• [WHAT IS BEING ASKED]: In the data below, which lines hold the word "Алтынсарина"? Copy them.
◆ ◆ ◆ ◆ ◆ ◆ ◆
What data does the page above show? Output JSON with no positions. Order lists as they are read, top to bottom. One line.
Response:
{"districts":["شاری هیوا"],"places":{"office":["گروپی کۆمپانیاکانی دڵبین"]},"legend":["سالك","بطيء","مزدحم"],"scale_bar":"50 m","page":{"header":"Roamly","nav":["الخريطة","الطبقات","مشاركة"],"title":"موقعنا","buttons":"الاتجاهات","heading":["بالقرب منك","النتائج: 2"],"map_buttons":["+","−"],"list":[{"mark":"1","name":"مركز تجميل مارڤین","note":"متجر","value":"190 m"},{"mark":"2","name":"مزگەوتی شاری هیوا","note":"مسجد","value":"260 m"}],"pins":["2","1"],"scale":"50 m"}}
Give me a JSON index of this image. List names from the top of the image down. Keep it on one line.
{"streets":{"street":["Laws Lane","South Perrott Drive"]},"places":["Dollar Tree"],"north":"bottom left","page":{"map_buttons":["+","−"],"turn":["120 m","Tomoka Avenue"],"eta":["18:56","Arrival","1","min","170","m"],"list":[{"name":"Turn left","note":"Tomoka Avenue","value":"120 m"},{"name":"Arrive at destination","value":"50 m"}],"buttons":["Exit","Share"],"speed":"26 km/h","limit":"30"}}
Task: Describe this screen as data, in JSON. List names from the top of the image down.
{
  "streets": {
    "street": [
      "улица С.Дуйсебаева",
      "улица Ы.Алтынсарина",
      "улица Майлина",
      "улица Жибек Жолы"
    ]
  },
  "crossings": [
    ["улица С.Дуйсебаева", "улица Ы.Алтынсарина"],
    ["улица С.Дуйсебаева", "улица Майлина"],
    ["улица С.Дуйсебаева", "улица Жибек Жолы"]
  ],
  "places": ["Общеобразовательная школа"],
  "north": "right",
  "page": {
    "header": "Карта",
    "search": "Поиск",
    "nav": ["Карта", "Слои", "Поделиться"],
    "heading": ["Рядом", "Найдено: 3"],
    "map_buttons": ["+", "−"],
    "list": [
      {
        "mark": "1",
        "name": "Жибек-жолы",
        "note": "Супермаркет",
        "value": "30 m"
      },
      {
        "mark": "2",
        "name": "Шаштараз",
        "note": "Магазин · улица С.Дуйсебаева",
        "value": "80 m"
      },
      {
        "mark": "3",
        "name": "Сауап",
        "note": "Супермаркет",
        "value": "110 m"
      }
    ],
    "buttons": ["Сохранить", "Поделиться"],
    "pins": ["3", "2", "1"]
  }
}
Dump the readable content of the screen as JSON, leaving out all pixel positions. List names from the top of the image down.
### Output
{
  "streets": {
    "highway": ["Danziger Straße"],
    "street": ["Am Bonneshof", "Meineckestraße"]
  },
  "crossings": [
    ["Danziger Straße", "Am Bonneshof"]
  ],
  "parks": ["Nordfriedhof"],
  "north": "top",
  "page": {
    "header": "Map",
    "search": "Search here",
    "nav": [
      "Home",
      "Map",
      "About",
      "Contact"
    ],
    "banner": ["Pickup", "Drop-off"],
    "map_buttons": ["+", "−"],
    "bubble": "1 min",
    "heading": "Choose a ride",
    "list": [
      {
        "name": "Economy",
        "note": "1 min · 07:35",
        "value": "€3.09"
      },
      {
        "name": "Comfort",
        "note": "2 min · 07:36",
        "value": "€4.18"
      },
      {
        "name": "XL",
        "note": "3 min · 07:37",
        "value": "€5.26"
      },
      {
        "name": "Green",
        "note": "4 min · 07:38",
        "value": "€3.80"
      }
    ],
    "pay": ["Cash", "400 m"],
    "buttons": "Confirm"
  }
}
◆ ◆ ◆ ◆ ◆ ◆ ◆
• [ANSWER TO THE PROBLEM]:
      "улица Ы.Алтынсарина",
    ["улица С.Дуйсебаева", "улица Ы.Алтынсарина"],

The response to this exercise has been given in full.